>>
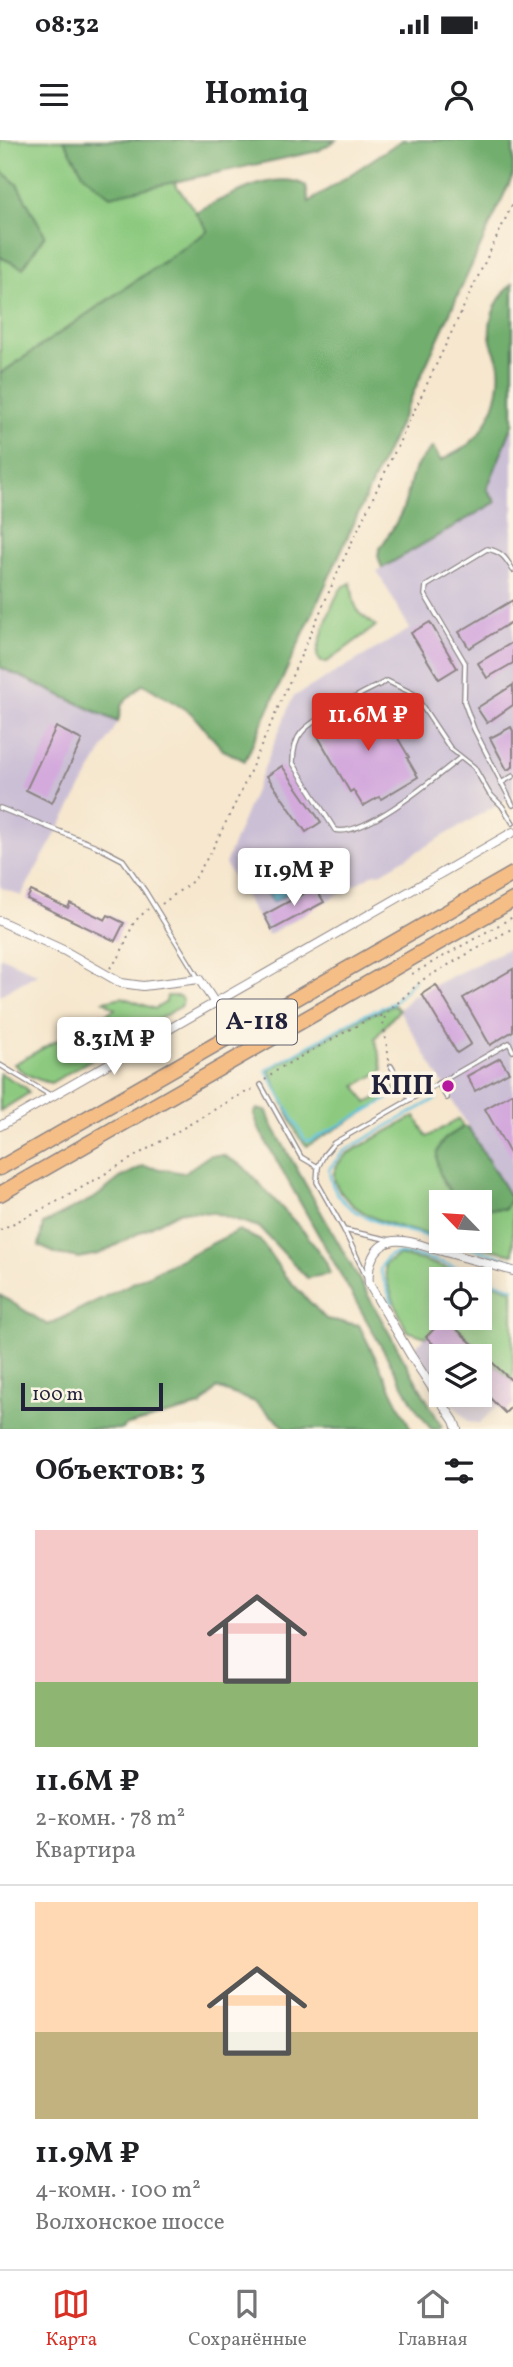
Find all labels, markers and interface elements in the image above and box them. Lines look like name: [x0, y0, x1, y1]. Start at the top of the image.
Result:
text: 08:32: [35, 7, 99, 43]
text: Homiq: [205, 73, 308, 117]
icon: menu: [35, 76, 73, 114]
icon: person: [440, 76, 478, 114]
pin: 11.6M ₽: [303, 694, 433, 753]
text: 11.6M ₽: [328, 700, 408, 732]
pin: 11.9M ₽: [229, 848, 359, 908]
text: 11.9M ₽: [254, 855, 334, 887]
road number: А-118: [217, 1000, 297, 1044]
pin: 8.31M ₽: [49, 1018, 179, 1077]
text: 8.31M ₽: [73, 1024, 155, 1056]
place label: КПП: [370, 1067, 434, 1106]
marker: КПП: [440, 1078, 456, 1094]
north arrow: [429, 1190, 492, 1253]
map controls: [429, 1190, 492, 1407]
button: locate: [429, 1267, 492, 1330]
button: layers: [429, 1344, 492, 1407]
scale bar: [21, 1380, 163, 1412]
text: 100 m: [32, 1382, 83, 1408]
text: Объектов: 3: [35, 1450, 205, 1492]
icon: filters: [440, 1452, 478, 1490]
icon: home: [194, 1576, 320, 1702]
text: 11.6M ₽: [35, 1761, 140, 1803]
text: 2-комн. · 78 m²: [35, 1803, 185, 1835]
text: Квартира: [35, 1835, 136, 1867]
icon: home: [194, 1948, 320, 2074]
text: 11.9M ₽: [35, 2133, 140, 2175]
text: 4-комн. · 100 m²: [35, 2175, 201, 2207]
text: Волхонское шоссе: [35, 2207, 225, 2239]
tab: Карта: [46, 2285, 97, 2353]
tab: Сохранённые: [188, 2285, 307, 2353]
tab: Главная: [398, 2285, 467, 2353]

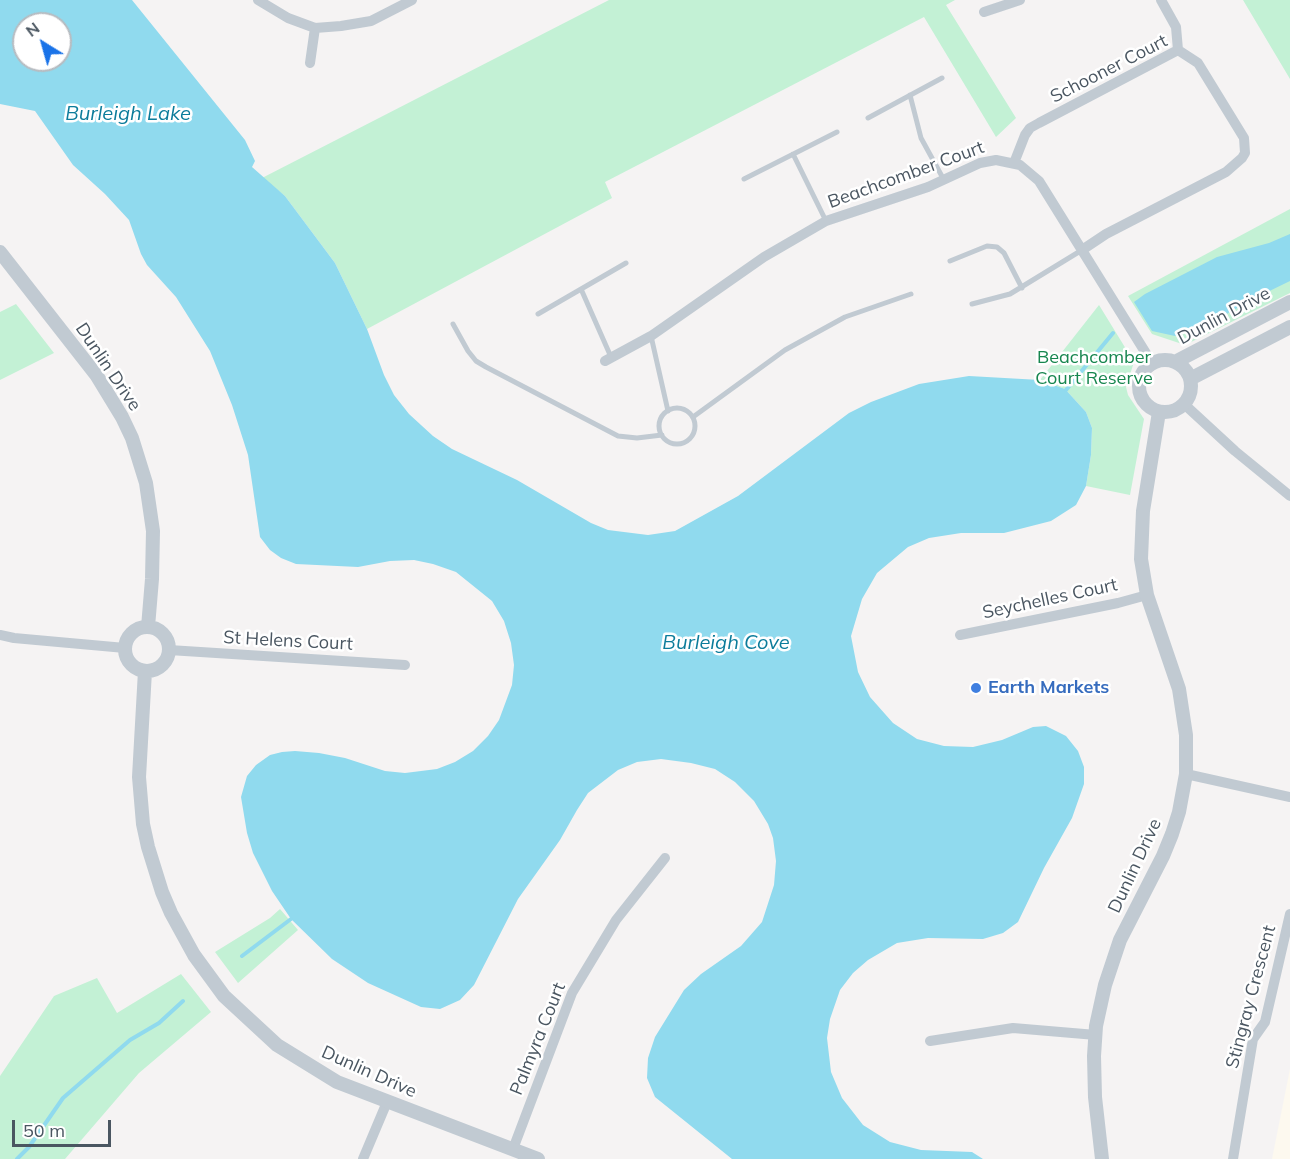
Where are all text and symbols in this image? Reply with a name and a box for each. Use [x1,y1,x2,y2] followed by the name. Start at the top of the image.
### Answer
[12,12,72,72] north arrow
[22,18,43,41] text: N
[1047,30,1171,108] street label: Schooner Court
[65,102,191,126] water label: Burleigh Lake
[825,137,987,213] street label: Beachcomber Court
[1174,283,1274,349] street label: Dunlin Drive
[71,319,145,415] street label: Dunlin Drive
[1035,347,1153,389] park label: Beachcomber Court Reserve
[981,574,1119,624] street label: Seychelles Court
[223,627,353,655] street label: St Helens Court
[662,631,790,655] water label: Burleigh Cove
[988,677,1109,699] place label: Earth Markets
[969,681,983,695] marker: Earth Markets
[1104,815,1166,917] street label: Dunlin Drive
[1221,923,1281,1071] street label: Stingray Crescent
[506,980,570,1098] street label: Palmyra Court
[318,1041,420,1103] street label: Dunlin Drive
[15,1108,114,1146] scale bar
[23,1119,65,1142] text: 50 m

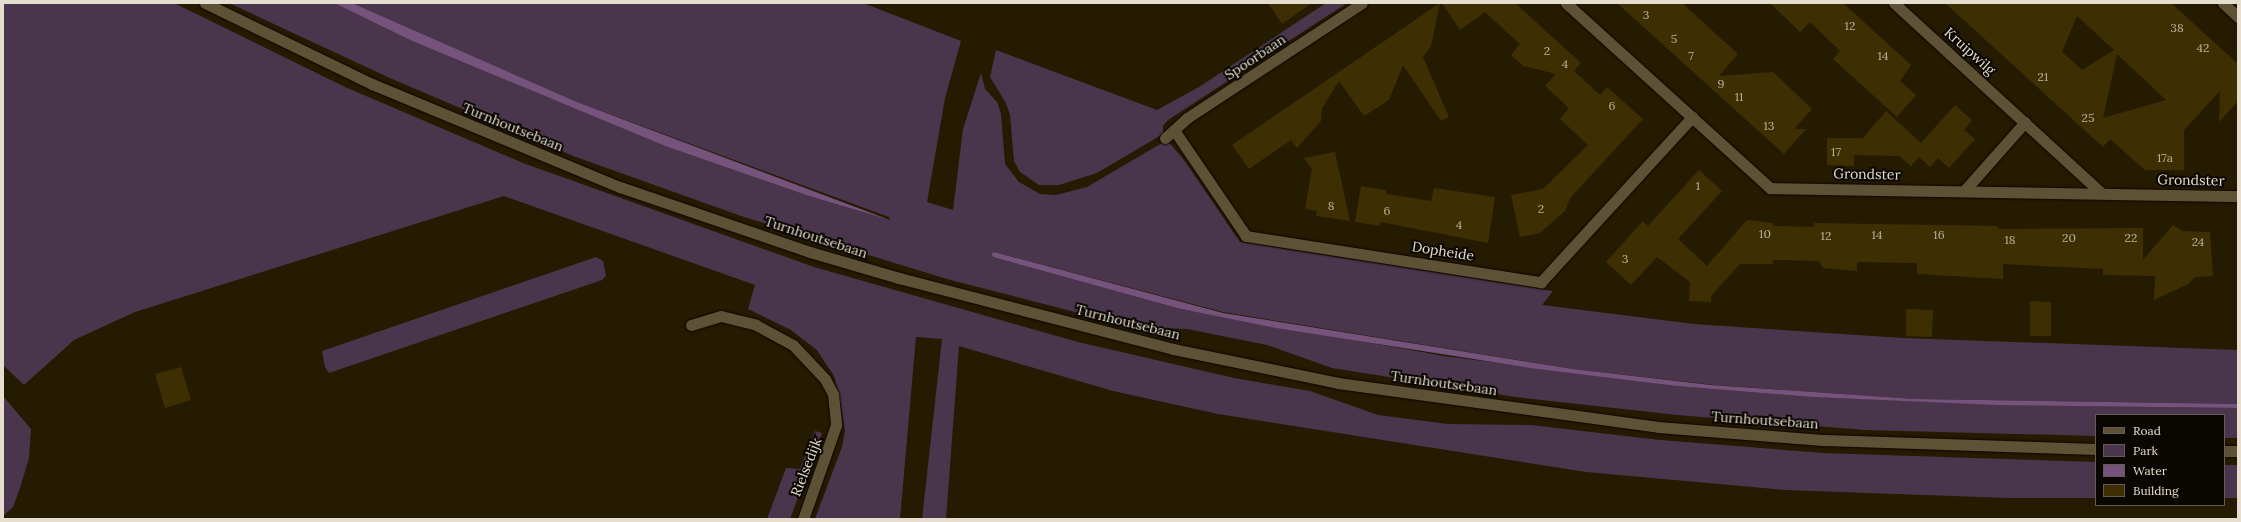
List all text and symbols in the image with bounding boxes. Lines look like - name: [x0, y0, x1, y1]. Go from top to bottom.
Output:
- house number: 3: [1643, 8, 1649, 22]
- house number: 12: [1845, 19, 1855, 33]
- house number: 38: [2170, 21, 2184, 35]
- street label: Kruipwilg: [1941, 24, 1999, 78]
- street label: Spoorbaan: [1221, 31, 1289, 83]
- house number: 5: [1671, 32, 1677, 46]
- house number: 42: [2197, 41, 2209, 55]
- house number: 2: [1544, 44, 1550, 58]
- house number: 7: [1688, 49, 1694, 63]
- house number: 14: [1878, 49, 1888, 63]
- house number: 4: [1562, 57, 1568, 71]
- house number: 21: [2038, 70, 2048, 84]
- house number: 9: [1718, 77, 1724, 91]
- house number: 11: [1735, 90, 1743, 104]
- street label: Turnhoutsebaan: [460, 99, 566, 155]
- house number: 6: [1609, 99, 1615, 113]
- house number: 25: [2082, 111, 2094, 125]
- house number: 13: [1763, 119, 1775, 133]
- house number: 17: [1831, 145, 1841, 159]
- house number: 17a: [2157, 151, 2173, 165]
- street label: Grondster: [1833, 165, 1901, 183]
- street label: Grondster: [2157, 171, 2225, 189]
- house number: 1: [1696, 179, 1700, 193]
- house number: 8: [1328, 199, 1334, 213]
- house number: 2: [1538, 202, 1544, 216]
- house number: 6: [1384, 204, 1390, 218]
- street label: Turnhoutsebaan: [762, 212, 870, 262]
- house number: 4: [1456, 218, 1462, 232]
- house number: 10: [1759, 227, 1771, 241]
- house number: 14: [1872, 228, 1882, 242]
- house number: 16: [1933, 228, 1945, 242]
- house number: 12: [1821, 229, 1831, 243]
- house number: 20: [2062, 231, 2076, 245]
- house number: 22: [2125, 231, 2137, 245]
- house number: 18: [2004, 233, 2016, 247]
- house number: 24: [2192, 235, 2204, 249]
- street label: Dopheide: [1411, 238, 1475, 264]
- house number: 3: [1622, 252, 1628, 266]
- street label: Turnhoutsebaan: [1074, 301, 1182, 343]
- street label: Turnhoutsebaan: [1390, 367, 1498, 399]
- street label: Turnhoutsebaan: [1711, 408, 1819, 432]
- legend: [2095, 414, 2225, 506]
- text: Road: [2133, 423, 2161, 438]
- street label: Rielsedijk: [787, 435, 825, 499]
- text: Park: [2133, 443, 2158, 458]
- text: Water: [2133, 463, 2167, 478]
- text: Building: [2133, 483, 2179, 498]

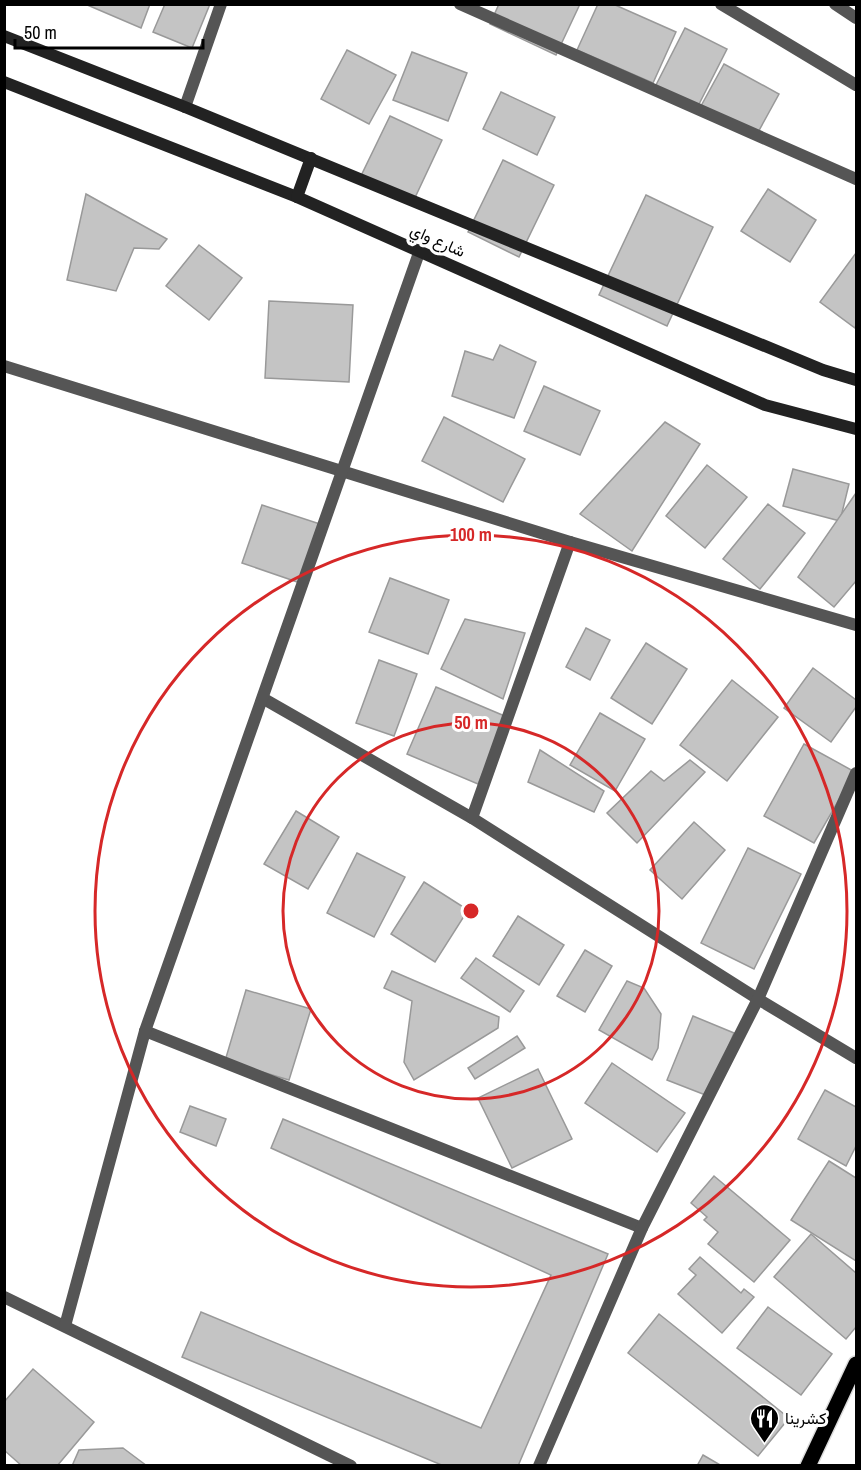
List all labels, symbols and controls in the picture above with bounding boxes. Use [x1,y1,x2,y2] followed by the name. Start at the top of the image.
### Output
[15,12,202,50] scale bar
[24,20,57,45] text: 50 m
[406,218,469,265] street label: شارع واي
[450,522,492,547] text: 100 m
[454,710,488,735] text: 50 m
[461,901,481,921] centre of rings
[748,1402,780,1444] restaurant icon: كشرينا
[785,1407,826,1429] place label: كشرينا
<<
Without the pictures, transcribe the listing above exactly.

Finished exercise:
Find all labels, markers and interface elements in the image above and box them. Lines look like name: [x0, y0, x1, y1]. Start at the top of the image.
Result:
text: 08:32: [35, 7, 99, 43]
text: Homiq: [205, 73, 308, 117]
icon: menu: [35, 76, 73, 114]
icon: person: [440, 76, 478, 114]
pin: 11.6M ₽: [303, 694, 433, 753]
text: 11.6M ₽: [328, 700, 408, 732]
pin: 11.9M ₽: [229, 848, 359, 908]
text: 11.9M ₽: [254, 855, 334, 887]
road number: А-118: [217, 1000, 297, 1044]
pin: 8.31M ₽: [49, 1018, 179, 1077]
text: 8.31M ₽: [73, 1024, 155, 1056]
place label: КПП: [370, 1067, 434, 1106]
marker: КПП: [440, 1078, 456, 1094]
north arrow: [429, 1190, 492, 1253]
map controls: [429, 1190, 492, 1407]
button: locate: [429, 1267, 492, 1330]
button: layers: [429, 1344, 492, 1407]
scale bar: [21, 1380, 163, 1412]
text: 100 m: [32, 1382, 83, 1408]
text: Объектов: 3: [35, 1450, 205, 1492]
icon: filters: [440, 1452, 478, 1490]
icon: home: [194, 1576, 320, 1702]
text: 11.6M ₽: [35, 1761, 140, 1803]
text: 2-комн. · 78 m²: [35, 1803, 185, 1835]
text: Квартира: [35, 1835, 136, 1867]
icon: home: [194, 1948, 320, 2074]
text: 11.9M ₽: [35, 2133, 140, 2175]
text: 4-комн. · 100 m²: [35, 2175, 201, 2207]
text: Волхонское шоссе: [35, 2207, 225, 2239]
tab: Карта: [46, 2285, 97, 2353]
tab: Сохранённые: [188, 2285, 307, 2353]
tab: Главная: [398, 2285, 467, 2353]

Where are all text and symbols in this image? Reply with a name and a box for each. Use [x1,y1,x2,y2] followed by the name. Start at the top of the image.
### Answer
[12,12,72,72] north arrow
[22,18,43,41] text: N
[1047,30,1171,108] street label: Schooner Court
[65,102,191,126] water label: Burleigh Lake
[825,137,987,213] street label: Beachcomber Court
[1174,283,1274,349] street label: Dunlin Drive
[71,319,145,415] street label: Dunlin Drive
[1035,347,1153,389] park label: Beachcomber Court Reserve
[981,574,1119,624] street label: Seychelles Court
[223,627,353,655] street label: St Helens Court
[662,631,790,655] water label: Burleigh Cove
[988,677,1109,699] place label: Earth Markets
[969,681,983,695] marker: Earth Markets
[1104,815,1166,917] street label: Dunlin Drive
[1221,923,1281,1071] street label: Stingray Crescent
[506,980,570,1098] street label: Palmyra Court
[318,1041,420,1103] street label: Dunlin Drive
[15,1108,114,1146] scale bar
[23,1119,65,1142] text: 50 m

List all text and symbols in the image with bounding boxes. Lines look like - name: [x0, y0, x1, y1]. Go from top to bottom.
Output:
- house number: 3: [1643, 8, 1649, 22]
- house number: 12: [1845, 19, 1855, 33]
- house number: 38: [2170, 21, 2184, 35]
- street label: Kruipwilg: [1941, 24, 1999, 78]
- street label: Spoorbaan: [1221, 31, 1289, 83]
- house number: 5: [1671, 32, 1677, 46]
- house number: 42: [2197, 41, 2209, 55]
- house number: 2: [1544, 44, 1550, 58]
- house number: 7: [1688, 49, 1694, 63]
- house number: 14: [1878, 49, 1888, 63]
- house number: 4: [1562, 57, 1568, 71]
- house number: 21: [2038, 70, 2048, 84]
- house number: 9: [1718, 77, 1724, 91]
- house number: 11: [1735, 90, 1743, 104]
- street label: Turnhoutsebaan: [460, 99, 566, 155]
- house number: 6: [1609, 99, 1615, 113]
- house number: 25: [2082, 111, 2094, 125]
- house number: 13: [1763, 119, 1775, 133]
- house number: 17: [1831, 145, 1841, 159]
- house number: 17a: [2157, 151, 2173, 165]
- street label: Grondster: [1833, 165, 1901, 183]
- street label: Grondster: [2157, 171, 2225, 189]
- house number: 1: [1696, 179, 1700, 193]
- house number: 8: [1328, 199, 1334, 213]
- house number: 2: [1538, 202, 1544, 216]
- house number: 6: [1384, 204, 1390, 218]
- street label: Turnhoutsebaan: [762, 212, 870, 262]
- house number: 4: [1456, 218, 1462, 232]
- house number: 10: [1759, 227, 1771, 241]
- house number: 14: [1872, 228, 1882, 242]
- house number: 16: [1933, 228, 1945, 242]
- house number: 12: [1821, 229, 1831, 243]
- house number: 20: [2062, 231, 2076, 245]
- house number: 22: [2125, 231, 2137, 245]
- house number: 18: [2004, 233, 2016, 247]
- house number: 24: [2192, 235, 2204, 249]
- street label: Dopheide: [1411, 238, 1475, 264]
- house number: 3: [1622, 252, 1628, 266]
- street label: Turnhoutsebaan: [1074, 301, 1182, 343]
- street label: Turnhoutsebaan: [1390, 367, 1498, 399]
- street label: Turnhoutsebaan: [1711, 408, 1819, 432]
- legend: [2095, 414, 2225, 506]
- text: Road: [2133, 423, 2161, 438]
- street label: Rielsedijk: [787, 435, 825, 499]
- text: Park: [2133, 443, 2158, 458]
- text: Water: [2133, 463, 2167, 478]
- text: Building: [2133, 483, 2179, 498]

List all labels, symbols and controls in the picture above with bounding boxes. Use [x1,y1,x2,y2] followed by the name. Start at the top of the image.
### Output
[15,12,202,50] scale bar
[24,20,57,45] text: 50 m
[406,218,469,265] street label: شارع واي
[450,522,492,547] text: 100 m
[454,710,488,735] text: 50 m
[461,901,481,921] centre of rings
[748,1402,780,1444] restaurant icon: كشرينا
[785,1407,826,1429] place label: كشرينا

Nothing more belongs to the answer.